WORK INSTRUCTIONS
Begin at the first line of the data and copy each line through the one containing "position:relative; flex:1; overflow:hidden", that line included, with no pictures.

(Saved data entries)
┄┄┄┄┄┄┄┄┄┄┄┄┄┄┄┄┄┄┄┄
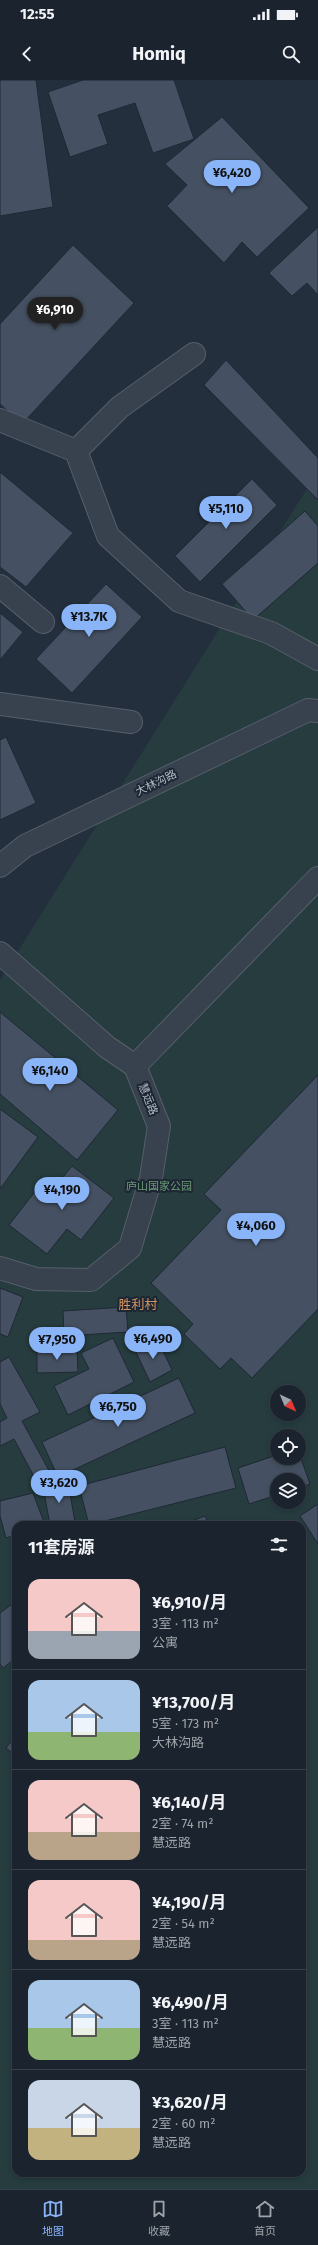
<!DOCTYPE html>
<html lang="zh">
<head>
<meta charset="utf-8">
<style>
  body { margin:0; font-family:"Fira Sans","Noto Sans SC",sans-serif; background:#282f3a; color:#f1f3f6; height:100vh; display:flex; flex-direction:column; font-size:15px; white-space:nowrap }
  * { box-sizing:border-box; margin:0 }
  p { font-size:13px; color:#a0a4aa }
  .icon { flex:none; width:22px; height:22px; fill:none; stroke:currentColor; stroke-width:2; stroke-linecap:round; stroke-linejoin:round }
  .map { position:relative; flex:1; overflow:hidden }
  .side { position:absolute; left:12px; top:1441px; width:294px; height:656px; display:flex; flex-direction:column; background:#1b232e; border-radius:12px; box-shadow:0 2px 6px #0003,0 0 0 1px #39404a }
  .side>* { flex:none }
  .needle { width:26px; rotate:136deg }
  .tools { position:absolute; left:270px; top:1305px; display:grid; gap:8px }
  .tools a { display:grid; place-items:center; width:36px; height:36px; border-radius:50%; background:#1b232e; box-shadow:0 2px 6px #0003,0 0 0 1px #39404a; font-size:20px }
  .price { position:absolute; translate:-50% -34px; padding:0 9px; border-radius:14px; background:#8ab4f8; color:#111; font-size:13px; line-height:26px; filter:drop-shadow(0 1px 2px #0008) }
  .price::after { content:''; position:absolute; left:50%; top:24px; width:12px; height:9px; margin-left:-6px; background:inherit; clip-path:polygon(0 0,100% 0,50% 100%) }
  .price.current { background:#222; color:#fff }
  ul { padding:0; list-style:none }
  li { display:flex; align-items:center; gap:12px; height:100px; padding:0 16px }
  li+li { border-top:1px solid #39404a }
  li span { display:grid; place-items:center; flex:none; width:112px; height:80px; border-radius:12px; color:#555 }
  li>.icon { margin-inline-start:auto }
  span .icon { width:48px; height:48px; fill:#fffc; stroke-width:1 }
  li b { font-size:17px }
  h2 { display:flex; justify-content:space-between; align-items:center; height:48px; padding:0 16px; font-size:17px }
  .status { display:flex; justify-content:space-between; align-items:center; height:28px; padding:0 20px; background:#1b232e; direction:ltr }
  .status svg { height:11px; fill:currentColor }
  header { display:flex; justify-content:space-between; align-items:center; height:52px; padding:0 16px; background:#1b232e; font-size:18px; font-weight:700 }
  .dock { display:flex; justify-content:space-around; align-items:center; height:56px; border-top:1px solid #39404a; background:#1b232e; font-size:11px; color:#a0a4aa }
  .dock a { display:grid; justify-items:center; gap:2px }
  .dock .current { color:#8ab4f8 }
  .map>svg:first-child { display:block }
</style>
</head>
<body>
<div class="status"><b>12:55</b><svg viewBox="0 0 49 12"><path d="M0 12V9h3v3zM5 12V6h3v6zM10 12V3h3v9zM15 12V0h3v12zM26 1h20v11H26zM47 4h2v5h-2z"/></svg></div>
<header><svg class="icon" aria-label="back" viewBox="0 0 24 24"><path d="M15 5l-7 7 7 7"/></svg>Homiq<svg class="icon" aria-label="search" viewBox="0 0 24 24"><circle cx="10" cy="10" r="6"/><path d="M15 15l6 6"/></svg></header>
<div class="map">
<svg width="318" height="2109" viewBox="0 0 318 2109">
  <rect width="100%" height="100%" fill="#242f3e"/>
  <path fill="#263c3f" fill-rule="evenodd" d="M 318,391 L 318,2109 L 0,2109 L 0,900 ZM 277,1312 L 299,1312 L 299,1334 L 277,1334 ZM 277,1356 L 299,1356 L 299,1378 L 277,1378 ZM 277,1400 L 299,1400 L 299,1422 L 277,1422 ZM 16,1445 L 302,1445 L 302,2093 L 16,2093 Z"/>
  <g fill="#455162" stroke="#1f2835">
    <polygon points="0,0 36,0 53,127 0,136"/>
    <polygon points="83,0 174,0 194,59 153,73 135,23 98,35 108,64 70,77 48,12"/>
    <polygon points="222,37 309,128 257,177 242,162 224,183 167,126 187,105 165,84"/>
    <polygon points="318,147 318,215 307,203 292,216 269,193"/>
    <polygon points="73,165 134,223 22,344 0,324 0,244"/>
    <polygon points="226,280 318,378 318,420 204,305"/>
    <polygon points="0,392 73,453 26,507 0,487"/>
    <polygon points="252,399 277,425 200,502 175,476"/>
    <polygon points="305,431 318,446 318,483 253,540 222,504"/>
    <polygon points="106,504 142,537 72,613 36,579"/>
    <polygon points="0,533 23,552 0,580"/>
    <polygon points="6,657 36,723 0,740 0,660"/>
    <polygon points="0,932 118,1030 77,1080 0,1014"/>
    <polygon points="318,995 318,1229 252,1298 231,1278 220,1289 184,1254 193,1244 151,1203 221,1130 204,1114"/>
    <polygon points="0,1029 38,1057 0,1109"/>
    <polygon points="72,1086 114,1118 81,1160 67,1149 47,1174 9,1145 37,1109 47,1117"/>
    <polygon points="0,1208 23,1217 8,1257 0,1254"/>
    <polygon points="126,1227 128,1252 64,1256 63,1231"/>
    <polygon points="113,1258 134,1302 68,1335 54,1306 89,1289 81,1273"/>
    <polygon points="158,1260 172,1290 150,1302 134,1268"/>
    <polygon points="77,1269 78,1292 37,1293 37,1271"/>
    <polygon points="9,1277 40,1332 22,1341 52,1396 38,1404 14,1359 0,1366 0,1342 7,1338 0,1324 0,1282"/>
    <polygon points="179,1298 195,1333 58,1397 42,1362"/>
    <polygon points="225,1367 236,1408 89,1445 79,1406"/>
    <polygon points="299,1373 310,1404 299,1408 299,1400 277,1400 277,1415 249,1424 238,1388 277,1375 277,1378 299,1378"/>
    <polygon points="68,1402 75,1442 50,1445 43,1407"/>
    <polygon points="33,1413 45,1445 16,1445 16,1455 6,1458 0,1436 0,1421"/>
    <polygon points="318,1424 318,1464 300,1436"/>
    <polygon points="205,1436 209,1445 184,1445 184,1444"/>
    <polygon points="16,1521 16,1578 3,1588 0,1584 0,1533"/>
    <polygon points="16,1655 16,1676 6,1668"/>
  </g>
  <g fill="none" stroke-linecap="round" stroke-linejoin="round">
    <defs>
      <g id="street">
        <polyline points="0,340 76,371 108,456 179,521 271,553 318,579"/>
        <polyline points="76,371 120,327 194,274"/>
        <polyline points="0,506 43,542"/>
        <polyline points="0,624 131,642"/>
        <polyline points="0,786 25,766 308,630 318,631"/>
        <polyline points="0,873 107,967 135,986"/>
        <polyline points="0,1188 36,1199 91,1200 130,1168 151,1098 159,1046 135,986 318,798"/>
      </g>
    </defs>
    <use href="#street" stroke="#565f6c" stroke-width="24"/>
    <use href="#street" stroke="#38414e" stroke-width="22"/>
  </g>
  <g text-anchor="middle" dominant-baseline="central" stroke-width="4" stroke-linejoin="round" paint-order="stroke">
    <g font-size="11" fill="#b4bcc9" stroke="#1d2633">
      <text transform="translate(156 703) rotate(-26)">大林沟路</text>
      <text transform="translate(148 1019) rotate(68)">慧远路</text>
    </g>
    <g font-size="11" fill="#6b9a76" stroke="#1d2633">
      <text x="159" y="1106">庐山国家公园</text>
    </g>
    <g font-size="13" fill="#d59563" stroke="#1d2633">
      <text x="138" y="1224">胜利村</text>
    </g>
  </g>
</svg>
<div class="tools">
<a><svg class="needle" viewBox="-14 -14 28 28"><path d="M0-13l5 13h-10z" fill="#e53935"/><path d="M0 13l5-13h-10z" fill="#a0a4aa"/></svg></a>
<a><svg class="icon" aria-label="locate" viewBox="0 0 24 24"><circle cx="12" cy="12" r="6"/><path d="M12 2v4M12 18v4M2 12h4M18 12h4"/></svg></a>
<a><svg class="icon" aria-label="layers" viewBox="0 0 24 24"><path d="M12 4l9 5-9 5-9-5zM3 14l9 5 9-5"/></svg></a>
</div>
<b class="price" style="left:232px;top:114px">¥6,420</b>
<b class="price current" style="left:55px;top:251px">¥6,910</b>
<b class="price" style="left:226px;top:450px">¥5,110</b>
<b class="price" style="left:89px;top:558px">¥13.7K</b>
<b class="price" style="left:50px;top:1012px">¥6,140</b>
<b class="price" style="left:62px;top:1131px">¥4,190</b>
<b class="price" style="left:256px;top:1167px">¥4,060</b>
<b class="price" style="left:153px;top:1280px">¥6,490</b>
<b class="price" style="left:57px;top:1281px">¥7,950</b>
<b class="price" style="left:118px;top:1348px">¥6,750</b>
<b class="price" style="left:59px;top:1424px">¥3,620</b>
<section class="side">
<h2>11套房源<svg class="icon" aria-label="filters" viewBox="0 0 24 24"><path d="M4 7h16M4 17h16"/><circle cx="9" cy="7" r="2"/><circle cx="15" cy="17" r="2"/></svg></h2>
<ul>
<li><span style="background:linear-gradient(#f6c9c9 65%,#9aa5b1 0)"><svg class="icon" aria-label="home" viewBox="0 0 24 24"><path d="M3 11l9-7 9 7M6 9v11h12V9"/></svg></span><div><b>¥6,910/月</b><p>3室 · 113 m²</p><p>公寓</p></div></li>
<li><span style="background:linear-gradient(#a9c7e8 65%,#8fb573 0)"><svg class="icon" aria-label="home" viewBox="0 0 24 24"><path d="M3 11l9-7 9 7M6 9v11h12V9"/></svg></span><div><b>¥13,700/月</b><p>5室 · 173 m²</p><p>大林沟路</p></div></li>
<li><span style="background:linear-gradient(#f6c9c9 65%,#b9a48a 0)"><svg class="icon" aria-label="home" viewBox="0 0 24 24"><path d="M3 11l9-7 9 7M6 9v11h12V9"/></svg></span><div><b>¥6,140/月</b><p>2室 · 74 m²</p><p>慧远路</p></div></li>
<li><span style="background:linear-gradient(#f6c9c9 75%,#b9a48a 0)"><svg class="icon" aria-label="home" viewBox="0 0 24 24"><path d="M3 11l9-7 9 7M6 9v11h12V9"/></svg></span><div><b>¥4,190/月</b><p>2室 · 54 m²</p><p>慧远路</p></div></li>
<li><span style="background:linear-gradient(#a9c7e8 60%,#8fb573 0)"><svg class="icon" aria-label="home" viewBox="0 0 24 24"><path d="M3 11l9-7 9 7M6 9v11h12V9"/></svg></span><div><b>¥6,490/月</b><p>3室 · 113 m²</p><p>慧远路</p></div></li>
<li><span style="background:linear-gradient(#c9d6e8 60%,#c2b280 0)"><svg class="icon" aria-label="home" viewBox="0 0 24 24"><path d="M3 11l9-7 9 7M6 9v11h12V9"/></svg></span><div><b>¥3,620/月</b><p>2室 · 60 m²</p><p>慧远路</p></div></li>
</ul>
</section>
</div>
<nav class="dock">
<a class="current"><svg class="icon" aria-label="map" viewBox="0 0 24 24"><path d="M3 6l6-2 6 2 6-2v14l-6 2-6-2-6 2zM9 4v14M15 6v14"/></svg>地图</a>
<a><svg class="icon" aria-label="saved" viewBox="0 0 24 24"><path d="M7 4h10v16l-5-4-5 4z"/></svg>收藏</a>
<a><svg class="icon" aria-label="home" viewBox="0 0 24 24"><path d="M3 11l9-7 9 7M6 9v11h12V9"/></svg>首页</a>
</nav>
</body>
</html>
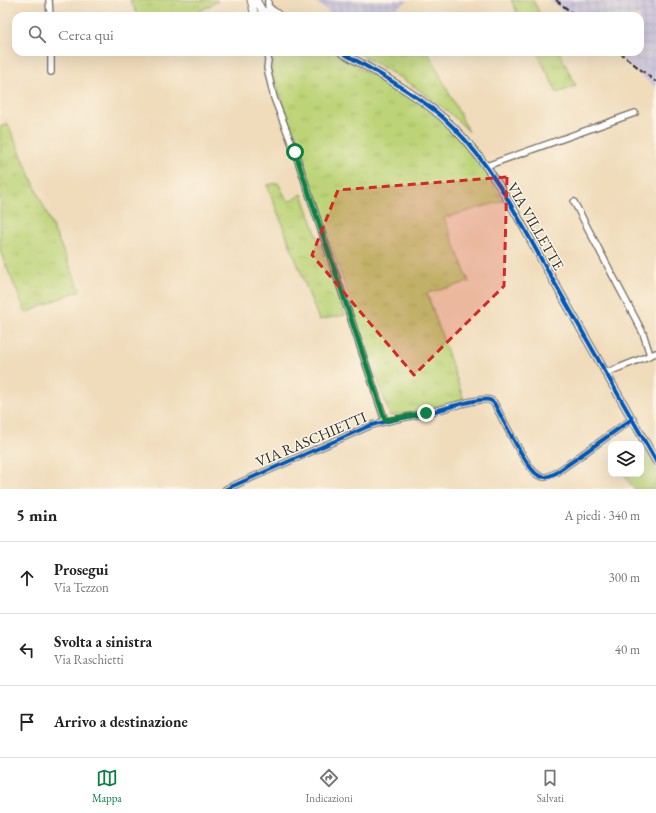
<!DOCTYPE html>
<html lang="it">
<meta charset="utf-8">
<style>
:root{--surface:#fff;--page:#f2f2f2;--text:#222;--muted:#767676;--line:#e0e0e0;--accent:#0b8043}
body{margin:0;font-family:"EB Garamond",serif;background:var(--page);color:var(--text)}
.controls{position:absolute;right:12px;bottom:12px;display:grid;overflow:hidden;border-radius:8px;box-shadow:0 4px 16px #0002}
.controls button{width:36px;height:36px;display:grid;place-items:center;padding:0;border:0;border-bottom:1px solid var(--line);background:var(--surface);color:var(--text);font:20px sans-serif}
.stop{position:absolute;width:12px;height:12px;margin:-9px;border:3px solid #0b8043;border-radius:50%;background:#fff}
.stop.end{background:#0b8043;border-color:#fff;box-shadow:0 1px 4px #0008}
.list{margin:0;padding:0;list-style:none}
h2{display:flex;justify-content:space-between;align-items:center;height:52px;margin:0;padding:0 16px;font-size:17px}
h2 small{font-size:13px;font-weight:400;color:var(--muted)}
.list li{display:grid;grid-template-columns:26px 1fr auto;gap:12px;align-items:center;box-sizing:border-box;height:72px;padding:0 16px;border-top:1px solid var(--line)}
.list b{display:block;font-size:15px;white-space:nowrap}
.list p{margin:0;font-size:13px;white-space:nowrap;color:var(--muted)}
.list em{font-size:13px;font-style:normal;color:var(--muted)}
.icon{flex:none;width:22px;height:22px;fill:none;stroke:currentColor;stroke-width:2;stroke-linecap:round;stroke-linejoin:round}
.map{position:relative;flex:none;width:656px;height:489px;overflow:hidden}
.search{position:absolute;background:var(--surface);box-shadow:0 4px 16px #0002;left:12px;right:12px;top:12px;height:44px;display:flex;align-items:center;gap:10px;box-sizing:border-box;padding:0 14px;border-radius:12px;color:var(--muted);font-size:15px}
.sheet{height:268px;background:var(--surface)}
nav{display:flex;justify-content:space-around;align-items:center;box-sizing:border-box;height:56px;border-top:1px solid var(--line);background:var(--surface);font-size:11px;color:var(--muted)}
nav a{display:grid;justify-items:center;gap:2px}
nav .on{color:var(--accent)}
.map>svg:first-child{display:block}
.industrial{fill:url(#industrial-grid)}
.railway{fill:#c6c0da}
.grass{fill:url(#grass-tufts);stroke:#747f51}
.lines{fill:none;stroke-linecap:round;stroke-linejoin:round}
.minor-casing{stroke:#70695d;stroke-width:8}
.tertiary-casing{stroke:#70695d;stroke-width:9}
.minor{stroke:#fff;stroke-width:5.5}
.tertiary{stroke:#fff;stroke-width:7}
.rail{stroke:#2b2b2b;stroke-width:2;stroke-dasharray:6 3;stroke-linecap:butt}
.cycleway-casing{stroke:#fcf5e5;stroke-width:6}
.cycleway{stroke:#0057b8;stroke-width:4}
.route{stroke:#0b8043;stroke-width:5}
.marked{fill:#d62828;fill-opacity:0.2;stroke:#d62828;stroke-width:3;stroke-dasharray:8 5;stroke-linejoin:round}
.labels{text-anchor:middle;dominant-baseline:central;stroke-width:3;stroke-linejoin:round;paint-order:stroke}
.street-label{font-size:15px;fill:#2b2b2b;stroke:#fcf5e5}
</style>
<div class="map">
<svg width="656" height="489" viewBox="0 0 656 489">
<defs>
<pattern id="industrial-grid" width="8" height="8" patternUnits="userSpaceOnUse"><rect width="8" height="8" fill="#c6c0da"/><path d="M0 4h8M4 0v8" fill="none" stroke="#aaa5bb"/></pattern>
<pattern id="grass-tufts" width="24" height="20" patternUnits="userSpaceOnUse"><rect width="24" height="20" fill="#bcd377"/><path d="M3 7l-1-3M5 7V3M7 7l1-3M15 17l-1-3M17 17v-4M19 17l1-3" fill="none" stroke="#a2b567"/></pattern>
</defs>
<rect width="100%" height="100%" fill="#fcf5e5"/>
<filter id="ink" filterUnits="userSpaceOnUse"><feTurbulence type="fractalNoise" baseFrequency=".025" numOctaves="2"/><feDisplacementMap in="SourceGraphic" scale="8" xChannelSelector="R" yChannelSelector="G"/><feConvolveMatrix kernelMatrix="1 2 1 2 8 2 1 2 1" color-interpolation-filters="sRGB"/></filter>
<filter id="wash" filterUnits="userSpaceOnUse"><feTurbulence type="fractalNoise" baseFrequency=".012" numOctaves="4" result="noise"/><feDisplacementMap in="SourceGraphic" scale="16" xChannelSelector="R" yChannelSelector="G"/><feGaussianBlur stdDeviation="0.9" result="paint"/><feColorMatrix in="noise" values="0 0 0 0 0 0 0 0 0 0 0 0 0 0 0 0 0 1.4 0 .05"/><feComposite in="paint" operator="in"/></filter>
<g filter="url(#wash)">
<rect width="100%" height="100%" fill="#f0dcbb"/>
<g class="industrial">
<path d="M317,0H409L384,16H333L315,1Z"/>
<path d="M562,0H656V78L625,52H640V16H581Z"/>
</g>
<g class="railway">
<path d="M549,0H562L581,16H569Z"/>
<path d="M613,52H625L656,78V88Z"/>
</g>
<g class="grass">
<path d="M130,0H217L218,1L191,16H138Z"/>
<path d="M511,0H533L541,16H519Z"/>
<path d="M274,52H333L422,105L440,119L458,136L484,168L503,201L444,218L469,282L427,293L464,400L418,411L390,416L307,177L275,80L272,70Z"/>
<path d="M356,52H428L469,132C437,97 396,75 356,52Z"/>
<path d="M537,52H559L576,86L557,93Z"/>
<path d="M8,124L80,290L26,313L0,251V127Z"/>
<path d="M278,183L288,202L302,194L345,315L319,320L267,185Z"/>
<path d="M646,451L656,469V489H634L624,474H641V454Z"/>
</g>
</g>
<g filter="url(#ink)">
<g class="lines">
<g class="minor-casing">
<g id="minor">
<path d="M49,0L50,16"/>
<path d="M268,0V6L275,12"/>
<path d="M51,52V72"/>
<path d="M269,52L267,68L274,98L295,152L385,421"/>
<path d="M486,166L635,113"/>
<path d="M574,202L643,333L650,355"/>
<path d="M606,373L656,353"/>
<path d="M226,489L369,426C388,420 408,417 427,413C441,410 479,397 490,400L494,403C502,417 527,470 538,475C544,479 550,476 556,473L632,419"/>
</g>
</g>
<g class="tertiary-casing">
<g id="tertiary">
<path d="M251,0L255,16"/>
<path d="M256,0L263,12"/>
<path d="M259,16C265,9 273,9 279,16"/>
<path d="M341,52C378,73 425,98 454,128C493,167 519,219 545,266C582,331 619,396 656,461"/>
</g>
</g>
<use href="#minor" class="minor"/>
<use href="#tertiary" class="tertiary"/>
<g class="rail">
<path d="M556,0L576,16"/>
<path d="M619,52L656,82"/>
</g>
<g class="cycleway-casing">
<g id="cycleway">
<path d="M341,52C378,73 425,98 454,128C493,167 519,219 545,266C582,331 619,396 656,461"/>
<path d="M226,489L369,426C388,420 408,417 427,413C441,410 479,397 490,400L494,403C502,417 527,470 538,475C544,479 550,476 556,473L632,419"/>
</g>
</g>
<use href="#cycleway" class="cycleway"/>
</g>
</g>
<g class="lines" filter="url(#ink)">
<path class="route" d="M295,152L385,420L426,413"/>
</g>
<path class="marked" d="M507,177L504,286L414,375L312,255L338,190Z"/>
<g class="labels">
<g class="street-label">
<text transform="translate(536 226) rotate(60)">VIA VILLETTE</text>
<text transform="translate(311 439) rotate(-23)">VIA RASCHIETTI</text>
</g>
</g>
</svg>
<div class="controls">
<button><svg class="icon" aria-label="layers" viewBox="0 0 24 24"><path d="M12 4l9 5-9 5-9-5zM3 14l9 5 9-5"/></svg></button>
</div>
<div class="stop" style="left:295px;top:152px"></div>
<div class="stop end" style="left:426px;top:413px"></div>
<div class="search"><svg class="icon" aria-label="search" viewBox="0 0 24 24"><circle cx="10" cy="10" r="6"/><path d="M15 15l6 6"/></svg>Cerca qui</div>
</div>
<section class="sheet">
<h2>5 min<small>A piedi · 340 m</small></h2>
<ul class="list">
<li><svg class="icon" aria-label="ahead" viewBox="0 0 24 24"><path d="M12 20V5M6 11l6-6 6 6"/></svg><div><b>Prosegui</b><p>Via Tezzon</p></div><em>300 m</em></li>
<li><svg class="icon" aria-label="left" viewBox="0 0 24 24"><path d="M17 20v-9H6M10 6l-5 5 5 5"/></svg><div><b>Svolta a sinistra</b><p>Via Raschietti</p></div><em>40 m</em></li>
<li><svg class="icon" aria-label="arrive" viewBox="0 0 24 24"><path d="M6 21V4h12l-3 4 3 4H6"/></svg><div><b>Arrivo a destinazione</b></div></li>
</ul>
</section>
<nav>
<a class="on"><svg class="icon" aria-label="map" viewBox="0 0 24 24"><path d="M3 6l6-2 6 2 6-2v14l-6 2-6-2-6 2zM9 4v14M15 6v14"/></svg>Mappa</a>
<a><svg class="icon" aria-label="directions" viewBox="0 0 24 24"><path d="M12 3l9 9-9 9-9-9zM9 14v-3h6M13 9l2 2-2 2"/></svg>Indicazioni</a>
<a><svg class="icon" aria-label="saved" viewBox="0 0 24 24"><path d="M7 4h10v16l-5-4-5 4z"/></svg>Salvati</a>
</nav>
┄┄┄┄┄┄┄┄┄┄┄┄┄┄┄┄┄┄┄┄
SOLUTION TO THIS EXERCISE
<!DOCTYPE html>
<html lang="zh">
<head>
<meta charset="utf-8">
<style>
  body { margin:0; font-family:"Fira Sans","Noto Sans SC",sans-serif; background:#282f3a; color:#f1f3f6; height:100vh; display:flex; flex-direction:column; font-size:15px; white-space:nowrap }
  * { box-sizing:border-box; margin:0 }
  p { font-size:13px; color:#a0a4aa }
  .icon { flex:none; width:22px; height:22px; fill:none; stroke:currentColor; stroke-width:2; stroke-linecap:round; stroke-linejoin:round }
  .map { position:relative; flex:1; overflow:hidden }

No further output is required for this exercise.